▸ What to do
Check each line of the data below for the word "Laithes", then extract the ones that have it.

*** Begin section ***

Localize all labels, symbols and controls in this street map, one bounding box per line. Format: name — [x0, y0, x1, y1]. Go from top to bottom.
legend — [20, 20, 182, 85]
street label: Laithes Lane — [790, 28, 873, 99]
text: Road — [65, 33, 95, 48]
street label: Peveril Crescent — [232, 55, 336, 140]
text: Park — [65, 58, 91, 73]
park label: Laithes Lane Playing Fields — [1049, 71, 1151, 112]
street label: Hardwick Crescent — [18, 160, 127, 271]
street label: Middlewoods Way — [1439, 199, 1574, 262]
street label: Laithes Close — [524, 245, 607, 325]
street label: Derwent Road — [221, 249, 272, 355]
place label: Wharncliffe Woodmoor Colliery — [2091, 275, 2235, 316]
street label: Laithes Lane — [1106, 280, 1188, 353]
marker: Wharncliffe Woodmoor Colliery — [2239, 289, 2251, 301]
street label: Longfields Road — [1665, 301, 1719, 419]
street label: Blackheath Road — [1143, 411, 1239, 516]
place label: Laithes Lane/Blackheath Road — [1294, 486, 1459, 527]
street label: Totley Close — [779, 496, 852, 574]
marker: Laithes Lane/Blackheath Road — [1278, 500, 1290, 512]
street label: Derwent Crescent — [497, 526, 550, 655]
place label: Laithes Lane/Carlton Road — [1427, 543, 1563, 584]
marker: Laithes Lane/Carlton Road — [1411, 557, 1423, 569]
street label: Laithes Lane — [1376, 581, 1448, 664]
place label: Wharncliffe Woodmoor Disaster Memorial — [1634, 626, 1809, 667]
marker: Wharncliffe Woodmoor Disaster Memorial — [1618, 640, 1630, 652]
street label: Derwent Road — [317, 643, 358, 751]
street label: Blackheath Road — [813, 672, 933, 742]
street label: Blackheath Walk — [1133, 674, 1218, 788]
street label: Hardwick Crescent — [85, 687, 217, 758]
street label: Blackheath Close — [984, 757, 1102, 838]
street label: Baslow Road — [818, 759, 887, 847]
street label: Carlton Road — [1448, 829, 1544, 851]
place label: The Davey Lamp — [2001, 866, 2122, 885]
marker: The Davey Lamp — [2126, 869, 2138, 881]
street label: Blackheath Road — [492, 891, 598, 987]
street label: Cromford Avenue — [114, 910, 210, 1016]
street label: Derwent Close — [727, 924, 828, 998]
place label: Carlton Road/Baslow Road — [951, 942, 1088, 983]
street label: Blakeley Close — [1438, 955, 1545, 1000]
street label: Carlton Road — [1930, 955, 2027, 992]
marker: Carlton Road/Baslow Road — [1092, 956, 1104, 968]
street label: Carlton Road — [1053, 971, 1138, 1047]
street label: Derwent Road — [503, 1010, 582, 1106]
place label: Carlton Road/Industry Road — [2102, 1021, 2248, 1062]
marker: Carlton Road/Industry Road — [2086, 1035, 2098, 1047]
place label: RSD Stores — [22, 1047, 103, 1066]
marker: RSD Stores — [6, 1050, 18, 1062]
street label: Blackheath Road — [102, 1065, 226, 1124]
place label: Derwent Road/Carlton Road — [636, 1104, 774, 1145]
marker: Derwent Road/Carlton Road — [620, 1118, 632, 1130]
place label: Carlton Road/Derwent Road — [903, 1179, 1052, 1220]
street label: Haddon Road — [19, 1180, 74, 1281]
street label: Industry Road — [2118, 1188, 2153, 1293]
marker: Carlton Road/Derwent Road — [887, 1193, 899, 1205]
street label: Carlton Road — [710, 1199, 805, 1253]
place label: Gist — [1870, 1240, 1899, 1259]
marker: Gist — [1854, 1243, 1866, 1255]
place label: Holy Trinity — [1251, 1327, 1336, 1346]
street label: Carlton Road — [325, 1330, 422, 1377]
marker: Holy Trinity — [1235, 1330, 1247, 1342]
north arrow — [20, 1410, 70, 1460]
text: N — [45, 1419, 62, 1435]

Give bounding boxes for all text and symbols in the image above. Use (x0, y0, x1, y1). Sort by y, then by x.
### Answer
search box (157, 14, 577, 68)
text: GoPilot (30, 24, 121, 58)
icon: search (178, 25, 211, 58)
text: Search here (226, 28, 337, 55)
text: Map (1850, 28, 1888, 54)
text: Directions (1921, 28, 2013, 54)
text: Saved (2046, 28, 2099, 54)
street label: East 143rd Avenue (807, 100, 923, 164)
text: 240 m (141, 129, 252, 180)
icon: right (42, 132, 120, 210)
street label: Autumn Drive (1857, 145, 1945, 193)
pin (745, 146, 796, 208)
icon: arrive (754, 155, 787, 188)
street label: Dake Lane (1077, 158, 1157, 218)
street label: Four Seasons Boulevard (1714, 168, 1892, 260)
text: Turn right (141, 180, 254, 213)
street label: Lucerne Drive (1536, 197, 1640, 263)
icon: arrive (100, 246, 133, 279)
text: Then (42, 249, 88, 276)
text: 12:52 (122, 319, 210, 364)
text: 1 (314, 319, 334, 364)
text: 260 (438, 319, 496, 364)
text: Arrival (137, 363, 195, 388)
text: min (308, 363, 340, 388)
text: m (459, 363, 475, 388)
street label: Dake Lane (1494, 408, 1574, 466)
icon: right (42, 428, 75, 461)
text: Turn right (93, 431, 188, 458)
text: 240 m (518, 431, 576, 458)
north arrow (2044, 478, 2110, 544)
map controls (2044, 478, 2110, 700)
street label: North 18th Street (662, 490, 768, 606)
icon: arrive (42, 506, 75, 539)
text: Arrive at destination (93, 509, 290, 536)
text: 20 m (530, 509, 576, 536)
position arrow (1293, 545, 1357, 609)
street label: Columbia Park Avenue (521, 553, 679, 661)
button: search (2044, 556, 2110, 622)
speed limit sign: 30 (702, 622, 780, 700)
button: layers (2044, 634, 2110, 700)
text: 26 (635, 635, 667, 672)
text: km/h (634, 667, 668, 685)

*** End section ***

▸ Output of the exercise
street label: Laithes Lane — [790, 28, 873, 99]
park label: Laithes Lane Playing Fields — [1049, 71, 1151, 112]
street label: Laithes Close — [524, 245, 607, 325]
street label: Laithes Lane — [1106, 280, 1188, 353]
place label: Laithes Lane/Blackheath Road — [1294, 486, 1459, 527]
marker: Laithes Lane/Blackheath Road — [1278, 500, 1290, 512]
place label: Laithes Lane/Carlton Road — [1427, 543, 1563, 584]
marker: Laithes Lane/Carlton Road — [1411, 557, 1423, 569]
street label: Laithes Lane — [1376, 581, 1448, 664]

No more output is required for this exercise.